Parece votada ao fracasso uma cooperação institucional baseada na colheita de vantagens parciais sempre em detrimento de África. Quando as chancelarias internacionais correm a assinar acordos de cooperação com governos saídos de eleições suspeitas, estão efectivamente apoiando a emergência de guerras intestinas, sem se aperceberem disso, cultivam-nas. Levam-nas a germinarem.
E não se estará mentindo quando se diga que a vantagem dos parceiros africanos neste momento é exactamente um estado de indecisão permanente, de uma situação política inconclusiva, de ausência efectiva de democracia económica.
Quanto mais carentes e necessitados estiverem os africanos mais fácil será controlar a situação em proveito de certos grupos de interesse. Quem assina contratos petrolíferos vantajosos não está preocupado com os milhões de angolanos e guineenses equatoriais que vivem na mais repugnante miséria.
Os investimentos reali ados pelas cliques dominantes dos países governados por ditaduras efectivas, ainda que justificadas por eleições, fogem de um ordenamento parlamentarque promova a prestação de contas pelo executivo. A responsabilidade pelos actos governativos é sancionada por parlamentos obedientes e que não representam ninguém.
As cliques dominantes são bem recebidas nas capitais europeias e outras capitais ocidentais.
A teia de corrupção, de negócios ilícitos, de tráfico de armas e de drogas, o contrabando, as redes de tráfico de pessoas, a imigração ilegal não serão temas abordados ou resolvidos na Cimeira Africana que está em preparação e em curso. E esta não é uma opinião pessimista.
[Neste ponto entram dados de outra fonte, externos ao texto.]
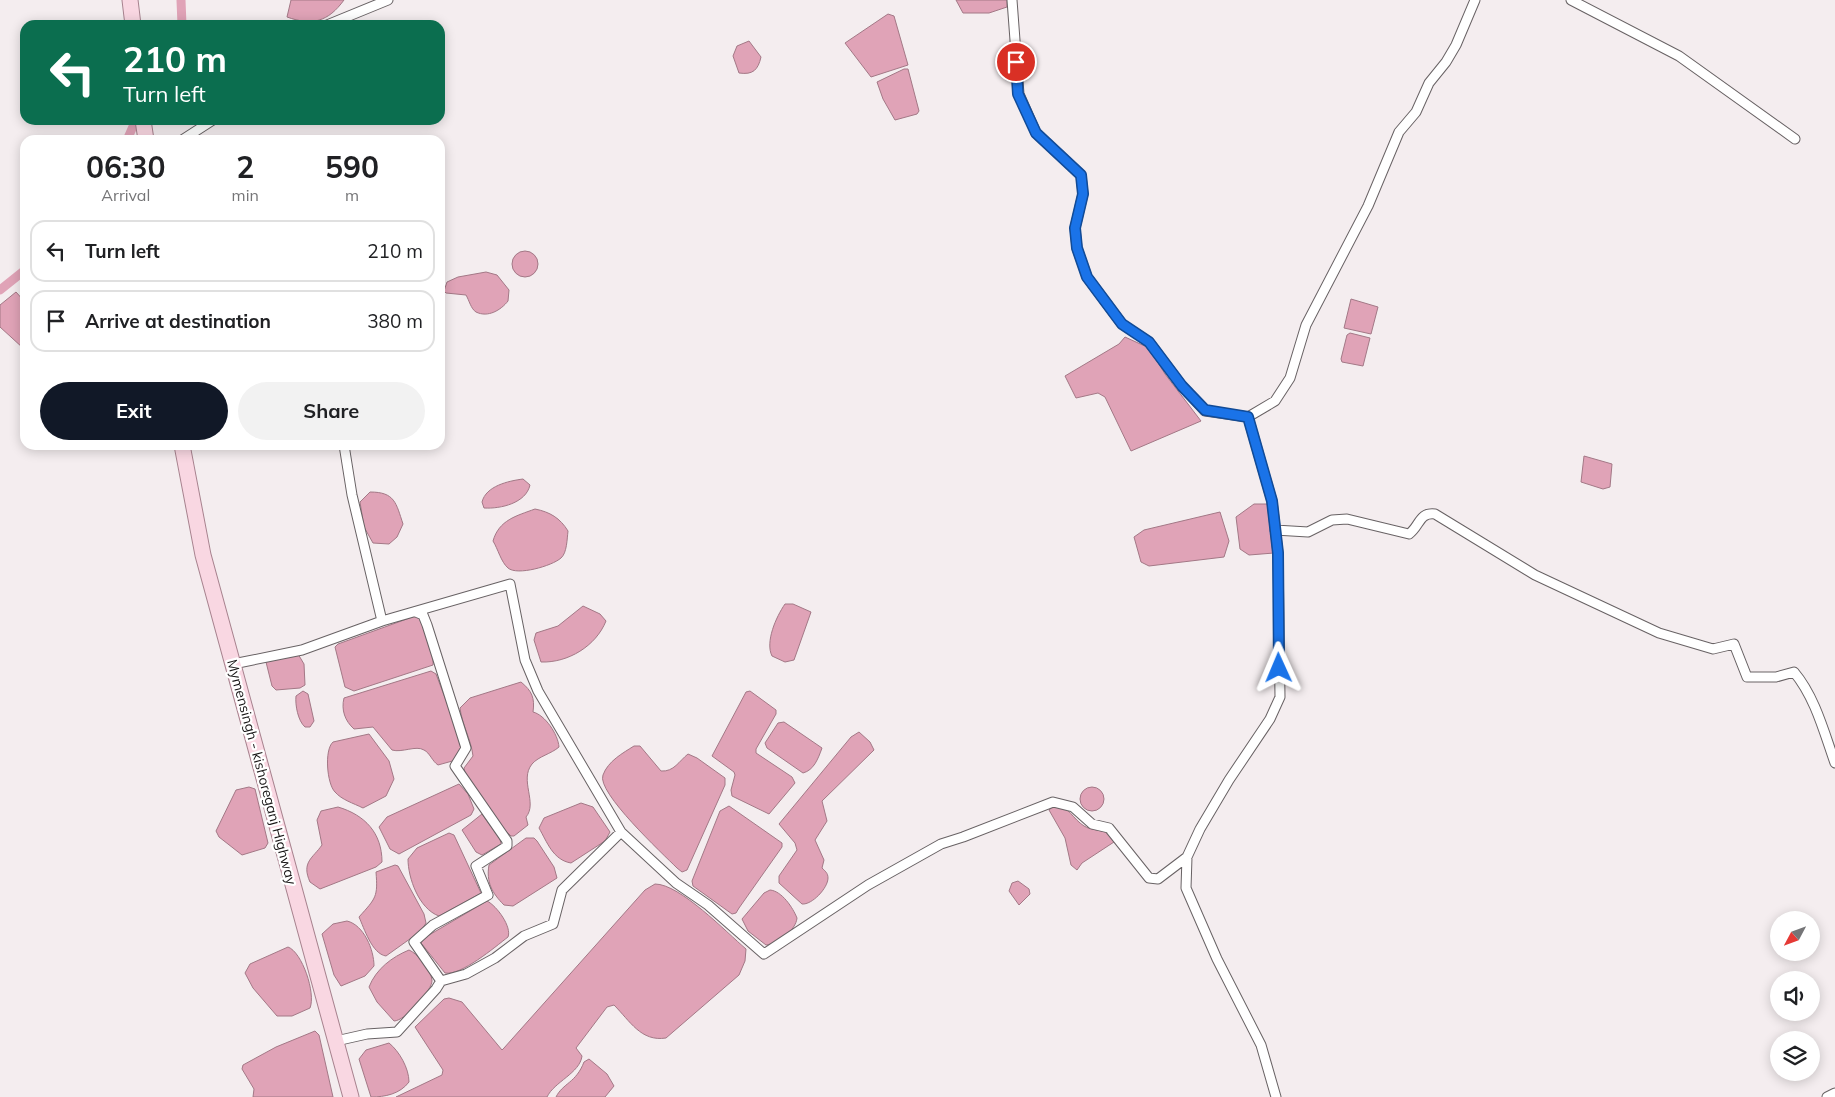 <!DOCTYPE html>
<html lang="en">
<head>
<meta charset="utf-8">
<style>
  :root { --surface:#fff; --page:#f2f2f2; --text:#202124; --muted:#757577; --line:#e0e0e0; --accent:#111827 }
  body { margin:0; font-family:Mulish,sans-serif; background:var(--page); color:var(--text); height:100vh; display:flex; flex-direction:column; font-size:19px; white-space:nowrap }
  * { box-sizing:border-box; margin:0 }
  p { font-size:16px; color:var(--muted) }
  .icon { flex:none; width:28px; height:28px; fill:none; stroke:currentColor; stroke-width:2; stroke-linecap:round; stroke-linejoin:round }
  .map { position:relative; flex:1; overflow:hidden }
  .side { position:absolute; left:20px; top:135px; width:425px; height:315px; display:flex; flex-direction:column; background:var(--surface); border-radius:15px; box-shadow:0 2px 12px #0003 }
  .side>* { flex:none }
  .hud { position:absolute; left:20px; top:20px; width:425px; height:105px; border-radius:15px; box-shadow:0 2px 12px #0003; background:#0b6e4f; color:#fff; overflow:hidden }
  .needle { width:32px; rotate:229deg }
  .buttons { position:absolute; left:1770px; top:911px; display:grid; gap:10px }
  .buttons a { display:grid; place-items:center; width:50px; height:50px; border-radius:50%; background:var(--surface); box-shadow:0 2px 12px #0003; font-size:25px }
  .pin { position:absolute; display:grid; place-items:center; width:42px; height:42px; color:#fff; margin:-21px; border:2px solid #fff; border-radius:50%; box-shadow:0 1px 5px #0007 }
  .me { position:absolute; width:55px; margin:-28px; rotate:359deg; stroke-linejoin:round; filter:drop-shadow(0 0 4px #0008) }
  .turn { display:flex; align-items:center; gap:18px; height:105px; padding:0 20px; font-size:22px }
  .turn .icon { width:65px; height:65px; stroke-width:2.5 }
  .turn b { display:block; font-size:35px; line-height:42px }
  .eta { display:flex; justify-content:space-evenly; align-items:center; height:85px; text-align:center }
  .eta b { font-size:30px; font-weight:700; line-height:35px }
  .action { display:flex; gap:10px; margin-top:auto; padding:10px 20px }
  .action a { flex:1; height:58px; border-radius:30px; background:var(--accent); color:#fff; font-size:20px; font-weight:700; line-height:58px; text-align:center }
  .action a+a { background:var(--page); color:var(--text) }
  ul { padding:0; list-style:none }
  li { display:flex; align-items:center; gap:15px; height:62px; margin:0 10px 8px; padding:0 10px; border:2px solid var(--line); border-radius:15px }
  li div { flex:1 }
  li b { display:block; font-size:19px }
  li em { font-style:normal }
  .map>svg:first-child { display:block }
</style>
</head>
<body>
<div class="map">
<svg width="1835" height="1097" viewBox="0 0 1835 1097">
  <rect width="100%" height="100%" fill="#f4edef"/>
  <path fill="#e0a3b7" stroke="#a37886" d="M291 0H344C328 22 312 26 287 17Z
    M956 0H1007V7L989 13H963Z
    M888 14 894 16 908 65 871 77 845 43Z
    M749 41 761 57C758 70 753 75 739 73L733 56 737 46Z
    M904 69H908L919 111 917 114 895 120 883 99 877 82Z
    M512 264a13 13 0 1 1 26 0a13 13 0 1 1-26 0Z
    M486 272 497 275 509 290 508 301C501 310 488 318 476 312 471 309 469 300 466 295L446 293 444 291 447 282 458 277Z
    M16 292 25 302V347L23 348 0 327V305Z
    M1351 299 1378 307 1371 334 1344 328Z
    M1350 333 1370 338 1363 366 1342 362 1341 359 1347 335Z
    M1125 337 1149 348 1165 374 1201 421 1131 451 1105 397 1098 393 1076 398 1065 376 1119 344Z
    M1584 456 1612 464 1610 487 1603 489 1581 482Z
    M523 479 530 485C526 503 501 509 484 508L482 502C486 486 508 481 523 479Z
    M370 492C395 492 396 503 403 524L397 537 389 544 373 543 364 527 360 502Z
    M1254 504H1268L1274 553 1249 555 1240 549 1236 517Z
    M535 509C550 512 560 518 568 531 567 539 567 553 561 558 552 566 517 576 508 568 501 562 498 549 493 541 499 520 516 516 535 509Z
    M1220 512 1229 541 1224 557 1149 566 1141 562 1134 537 1144 530Z
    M785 604H793L811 612 794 660 785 662 772 656C765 642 776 617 785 604Z
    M583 606 600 614 606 621C596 646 568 663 541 662L534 640 536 633 558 626Z
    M415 616C429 622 434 651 433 665L354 691 345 687 335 647 338 644Z
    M298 654 304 664 305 685 300 688 276 690 272 686 266 662 270 658Z
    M431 671 436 674 464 748 456 760 438 765C432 761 430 753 424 750 416 745 402 753 392 750L373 727 354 729C345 721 341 710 344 698Z
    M521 682C532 691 535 698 533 712 545 715 558 734 559 747 551 754 539 756 532 764 519 780 538 803 526 817L528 825 514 836H511L498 823 465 773 464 768 473 756C471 739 462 725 460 708L470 698Z
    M303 691 308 694 314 721 310 727H305C298 721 295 705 296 696Z
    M750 691 776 710V714L756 749V753L792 777 795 783 769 814 732 796 731 790 735 775 734 772 712 756 746 692Z
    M784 722 822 748C818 759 814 770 803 773L767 748 765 743 778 723Z
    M859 732 870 742 874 750 822 801 827 821 815 840 824 860 822 868C825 871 828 873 828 878 828 888 812 905 802 904L779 883V876L797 850 795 843 779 824 851 737Z
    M369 734 389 761 394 779 386 796 363 808C353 803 342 800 335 792 327 784 324 750 333 742Z
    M634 746H640L661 771C674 772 679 761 688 754L697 758 725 778V785L687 870 682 872 677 868C663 854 596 792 603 775 608 761 623 753 634 746Z
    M459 784 468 794 474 809 471 815 399 854 390 849 379 827 387 817Z
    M1080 799a12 12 0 1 1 24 0a12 12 0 1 1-24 0Z
    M249 787 255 789 268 843 265 848 242 855 219 837 216 831 236 790Z
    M581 803 593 807 610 832 605 841 571 863C553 860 547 842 539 828L544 818Z
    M1056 804C1069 807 1073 819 1084 826 1096 833 1110 827 1114 842L1082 863 1077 870 1071 865 1065 838 1049 810Z
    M729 806 782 843V847L739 908 736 913 732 914 693 886 692 881 720 811Z
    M338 807C365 815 382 833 382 862L376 867 320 889 310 882C301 862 313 858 322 845L317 820 321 811Z
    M482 814 500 839 501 844 482 855 476 852 462 830Z
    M449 833 454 835 481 893 439 916C419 909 408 878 408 859L417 848Z
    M526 838H534L537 841 554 867 557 878 513 906 504 905C492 893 486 882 489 865Z
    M395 865 398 866 424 914 426 923 421 931 386 956C372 954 364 928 359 917 376 898 378 897 376 872Z
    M1018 881 1029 889 1030 894 1019 905 1009 891 1012 883Z
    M655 884C680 884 726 932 746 949L745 961 739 975 666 1038C641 1042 630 1021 614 1005L607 1007 576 1048 582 1056C580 1073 554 1082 547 1097H396L442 1075 443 1070 415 1027 444 999 449 998 462 1002 502 1050 504 1048 645 890Z
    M770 890C782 891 793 908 797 918 796 930 778 944 766 945L748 931 742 919 764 893Z
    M487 901C497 906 512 927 508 937 495 947 461 976 445 973L421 943 424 938Z
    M347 921C364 925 374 950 374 966L365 976 341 986 334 975 322 934 333 924Z
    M288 947C302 952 316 993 310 1008L292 1016H277L253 988 245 973 250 964Z
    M409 950C417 953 431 970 432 980 433 990 405 1021 394 1021L377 1002 369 987C376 969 392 957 409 950Z
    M315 1031 319 1035 333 1097H253L254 1089 242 1069 243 1065 276 1047Z
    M389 1043C399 1051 409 1068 409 1082 400 1094 385 1097 371 1097L359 1059 366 1050Z
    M589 1059 607 1074 614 1086 605 1097H556C563 1083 576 1083 584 1062Z"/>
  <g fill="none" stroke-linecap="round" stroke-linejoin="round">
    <path stroke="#e0a3b7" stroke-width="9" d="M181 0 182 25
      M127 140 135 122
      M0 290 25 270"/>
    <defs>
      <path id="minor" d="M1012 0 1019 94 1036 133 1081 175 1083 194 1075 228 1077 248 1087 277 1122 324 1149 342 1182 386 1205 411 1248 417 1272 501 1278 553 1280 697 1270 719 1229 780 1200 829 1187 857 1186 888 1217 959 1261 1045 1276 1097
        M1571 0 1679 56 1795 139
        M327 25 388 0
        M182 140 213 120
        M1248 417 1275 401 1290 378 1306 325 1368 206 1399 132 1416 112 1429 83 1446 62 1456 45 1475 0
        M1275 530 1308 532 1332 520 1347 519 1409 534C1420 526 1419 512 1435 514L1535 575 1659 633 1713 649 1734 644 1747 677H1776L1794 672C1815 697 1824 732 1835 763
        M382 621 510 584 525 660 538 691 621 832 562 890 553 924 524 936 495 958 466 974 441 981
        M233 664 302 650 382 621 352 495 344 445
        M621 832 676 883 708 905 764 954 868 885 941 844 963 837 1053 802 1073 807 1092 824 1109 828 1149 878 1158 879 1187 857
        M336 1041 367 1034 397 1032 436 989 441 981 414 942 433 925 488 895 476 866 507 846V841L455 766 466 748 427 625 423 615 416 612
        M1827 1097 1835 1093"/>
      <path id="primary" d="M130 0 133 25
        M143 120 146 140
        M182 445 203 555 351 1097"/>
    </defs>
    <use href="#minor" stroke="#686264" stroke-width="11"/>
    <use href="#primary" stroke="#a7828e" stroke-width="17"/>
    <use href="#minor" stroke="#fff" stroke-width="9"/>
    <use href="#primary" stroke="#f9d7e2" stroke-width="15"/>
  </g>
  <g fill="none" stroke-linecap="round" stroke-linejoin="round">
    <defs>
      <path id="route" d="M1016 62 1018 94 1036 133 1081 175 1083 194 1075 228 1077 248 1087 277 1122 324 1149 342 1182 386 1205 410 1248 417 1272 501 1278 553 1279 668"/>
    </defs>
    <use href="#route" stroke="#114b97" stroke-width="12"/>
    <use href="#route" stroke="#1a73e8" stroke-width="9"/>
  </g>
  <g text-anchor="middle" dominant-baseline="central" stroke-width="4.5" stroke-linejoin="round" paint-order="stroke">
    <g font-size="14" fill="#161414" stroke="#fff">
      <text transform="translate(262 772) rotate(75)">Mymensingh - kishoreganj Highway</text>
    </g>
  </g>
</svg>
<div class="buttons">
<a><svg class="needle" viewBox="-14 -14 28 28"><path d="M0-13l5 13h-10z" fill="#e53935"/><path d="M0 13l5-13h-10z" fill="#757577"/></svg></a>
<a><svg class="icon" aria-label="sound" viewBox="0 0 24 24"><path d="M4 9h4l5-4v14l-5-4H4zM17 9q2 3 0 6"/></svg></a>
<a><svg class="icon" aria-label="layers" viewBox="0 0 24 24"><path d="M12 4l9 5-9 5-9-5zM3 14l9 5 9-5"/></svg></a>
</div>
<div class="pin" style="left:1016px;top:62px;background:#d93025"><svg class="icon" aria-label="arrive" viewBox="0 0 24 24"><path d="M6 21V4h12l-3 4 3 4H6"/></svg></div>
<svg class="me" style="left:1279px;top:668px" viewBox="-20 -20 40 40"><path d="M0-17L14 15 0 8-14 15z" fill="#1a73e8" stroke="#fff" stroke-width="4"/></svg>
<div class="hud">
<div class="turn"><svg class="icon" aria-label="left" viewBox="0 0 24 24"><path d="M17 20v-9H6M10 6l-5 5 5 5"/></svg><div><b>210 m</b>Turn left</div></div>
</div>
<section class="side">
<div class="eta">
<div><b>06:30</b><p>Arrival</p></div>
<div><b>2</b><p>min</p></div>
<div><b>590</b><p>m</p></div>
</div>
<ul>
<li><svg class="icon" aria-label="left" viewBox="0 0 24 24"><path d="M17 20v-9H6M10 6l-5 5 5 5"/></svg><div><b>Turn left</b></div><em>210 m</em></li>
<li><svg class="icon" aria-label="arrive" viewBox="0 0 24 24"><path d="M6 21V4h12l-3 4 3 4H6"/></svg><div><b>Arrive at destination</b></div><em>380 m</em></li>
</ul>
<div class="action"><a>Exit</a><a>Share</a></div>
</section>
</div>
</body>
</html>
Embora se possa alegar algum realismo político, como estando na origem da posição de certos parceiros importantes de África, está demonstrado que a apetência de alguns países pelos recursos naturais de África joga um papel de peso descomunal nas decisões que são tomadas. Numa situação normal, a maioria dos resultados eleitorais ocorridos em África seriam questionados e recusados por países como a França ou Portugal só para dar alguns exemplos. Mas a necessidade de controlo do fluxo dos recursos naturais africanos está a calar vozes que por conveniência abdicam de princípios que até há pouco defendiam.
A fórmula adoptada de governos de unidade nacional é um fiasco e insulto a democracia.
Mais uma vez se vai reunir a Cimeira Africana e se há assuntos urgentes a tratar a impressão que fica a qualquer observador é de que mais uma vez os líderes africanos nos brindarão com um adiamento na tomada das decisões pertinentes.
Oportunidades desperdiçadas é o que me resta prever mas sem nunca abandonar esta luta inalienável pela democracia que é sem dúvida o caminho, mas não desta maneira que nos querem convencer que deve ser.
Mobutu já recebeu um pontapé do seu povo. A história não perdoa. Outros ditos lideres lhe seguiram e outros se seguirão.
O que parece estar estável hoje, quando menos se espera vira do avesso.
Enquanto não se respeitar de facto a democracia, enquanto os processos eleitorais continuarem a ser viciados e considerados “livres, justos e democráticos” sem que o sejam de facto, só se pode esperar por mais sangue mais dias menos dia.
Enquanto os povos não puderem dizer de sua justiça o que realmente querem, quem querem que os governe, as incertezas vão continuar a ser o prognóstico mais provável.
E as instituições que se vão exibindo um dia chegar-se-á á conclusão que não serviram para nada.